Implemented persistentmapping conflict resolution

azmeuk commented 4 years ago

This implements a simple conflict resolution strategy for PersistentMapping.

jamadden commented 4 years ago

In general I don't think this is possible. PersistentMapping objects may have persistent objects as keys (and values) and during conflict resolution it's not possible to hash those, as I'm sure you remember.

Even if that was changed, the way that PersistentReference hashes (and compares) will be very different from the way the actual objects hash and compare, so the results cannot be directly correlated. That is, a set() of PersistentReference objects might be very different from a set() of the actual objects. Two objects with different OIDs might hash and compare themselves equal, but two PersistentReferences representing the same objects would not.

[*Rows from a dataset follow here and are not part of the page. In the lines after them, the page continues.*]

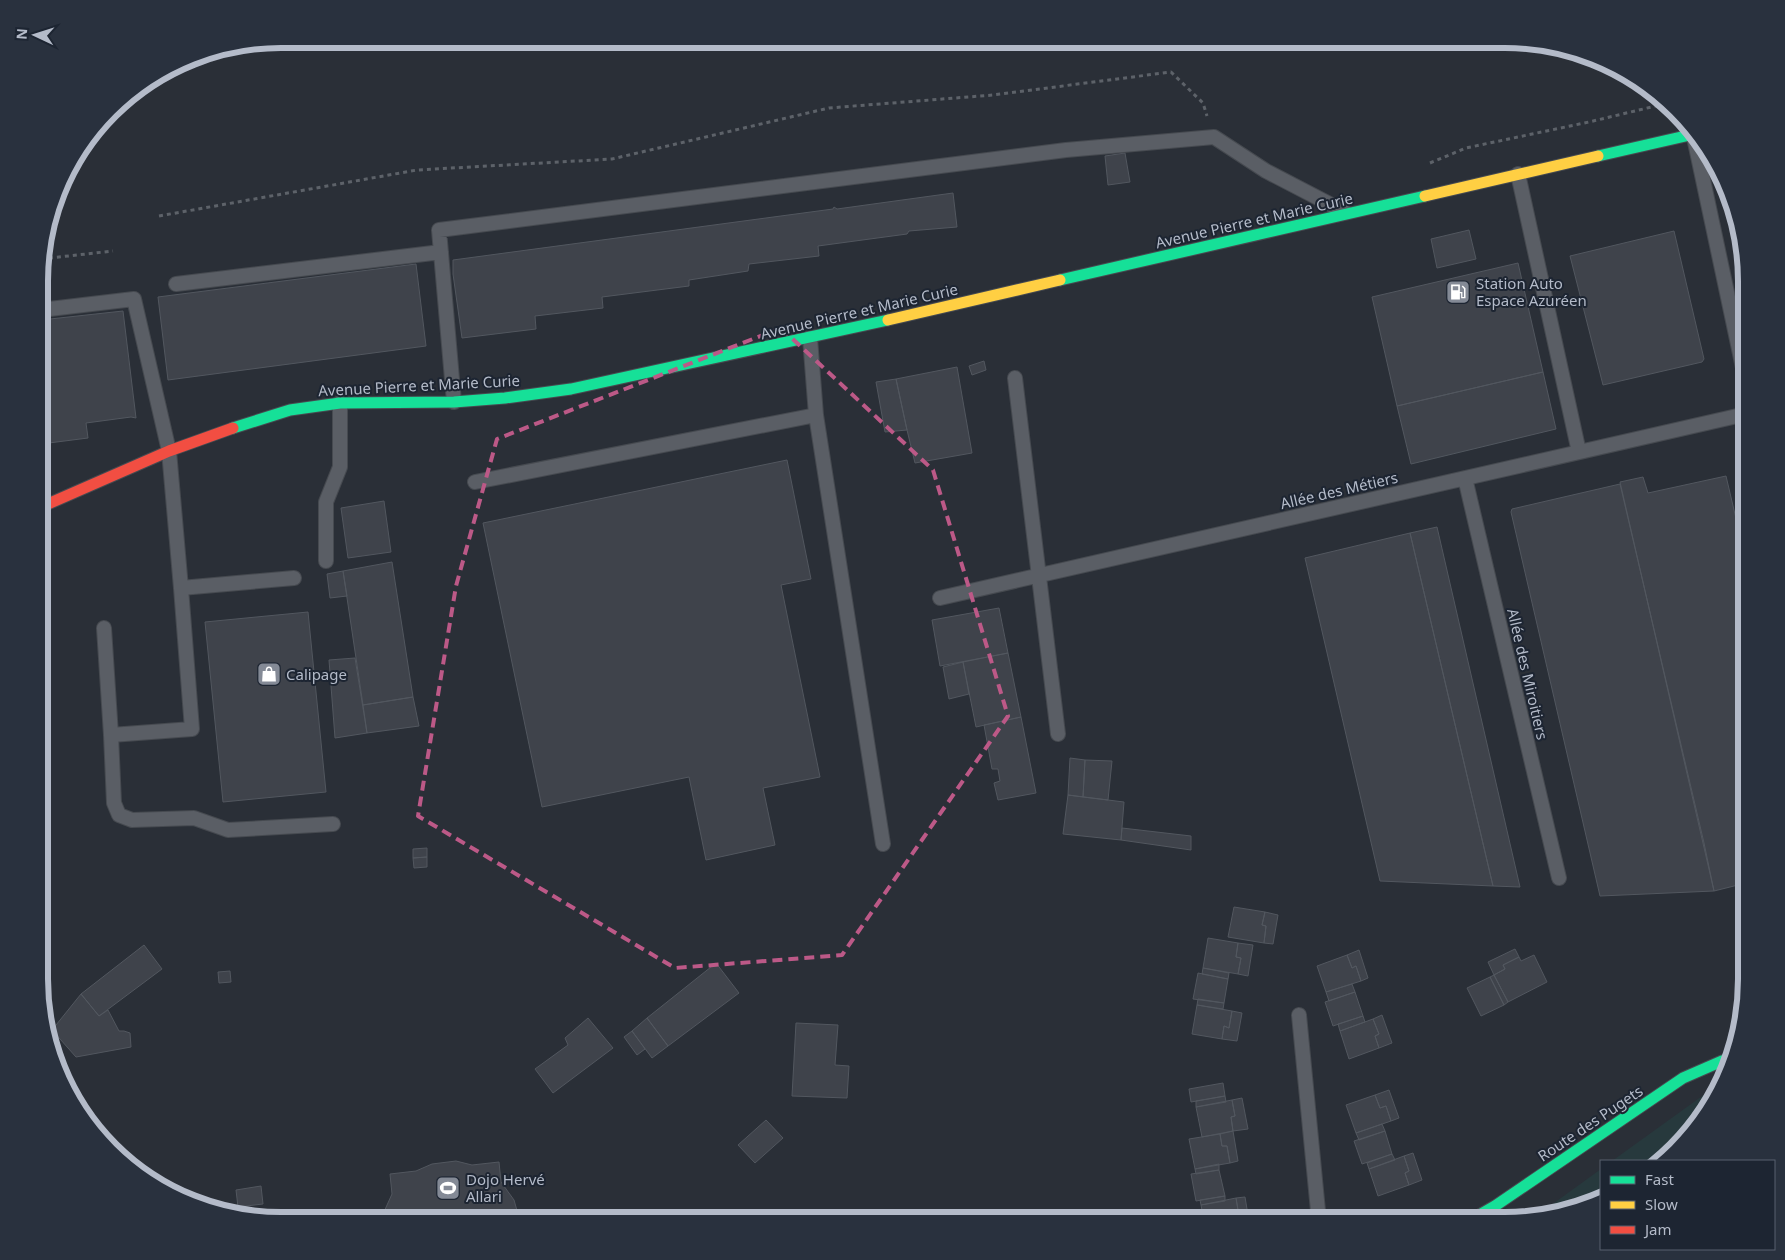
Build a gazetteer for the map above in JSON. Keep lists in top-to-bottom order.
{
  "streets": {
    "main road": ["Avenue Pierre et Marie Curie", "Route des Pugets"],
    "lane": ["Allée des Métiers", "Allée des Miroitiers"]
  },
  "crossings": [
    ["Allée des Métiers", "Allée des Miroitiers"]
  ],
  "places": {
    "fuel station": ["Station Auto Espace Azuréen"],
    "shop": ["Calipage"],
    "sports": ["Dojo Hervé Allari"]
  },
  "legend": ["Fast", "Slow", "Jam"],
  "north": "left"
}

Imagine two transactions, each adding a persistent object (whether key or value) to a mapping. The objects themselves compare and hash equally, so they should be merged. But because they get different OIDs by the time conflict resolution kicks in, it's impossible for the mapping to know that they are equivalent. Best case scenario, the pickle writes out two "identical" objects referring to two different OIDs and on unpicking, whichever one was listed last in the pickle is the one that gets used. But garbage collection and the like will still see both OIDs as referenced. (Worst case scenario, the dict winds up badly corrupted.)

azmeuk commented 4 years ago

Indeed, this implementation will not solve conflicts if persistent objects are used as a mapping key (although there should not be any problem with persistent objects as values, as no hashing is involved for values, only comparisons).

Though, is this a problem? This patch still brings conflict resolution in some cases (when persistent objects are not used as keys), and should keep the current behavior for others (when they are not).

jamadden commented 4 years ago

Though, is this a problem?

I think so, for a few reasons.

First, persistent objects as keys will produce incorrect results on Python 2 or (on Python 3) if something like https://github.com/zopefoundation/ZODB/pull/278 is ever merged. We're relying on the unhashability of PersistentReference to protect us by raising TypeError in that case; if for any reason it doesn't (as on Python 2 or with that PR) then this code is silently broken in ways which will lose data. That's not good.

Second, there's still a problem with persistent values. Even though they aren't hashed, they are checked for equality (com.get(k) == old.get(k):). Unless they represent the identical object, that will raise an exception, meaning we've potentially done a lot of work getting to that point for no reason. Worse, the exception raised will be logged as an error with a traceback, likely alarming and confusing many users. With the class not even implementing _p_resolveConflicts, ZODB can take a fast shortcut and avoid all that work.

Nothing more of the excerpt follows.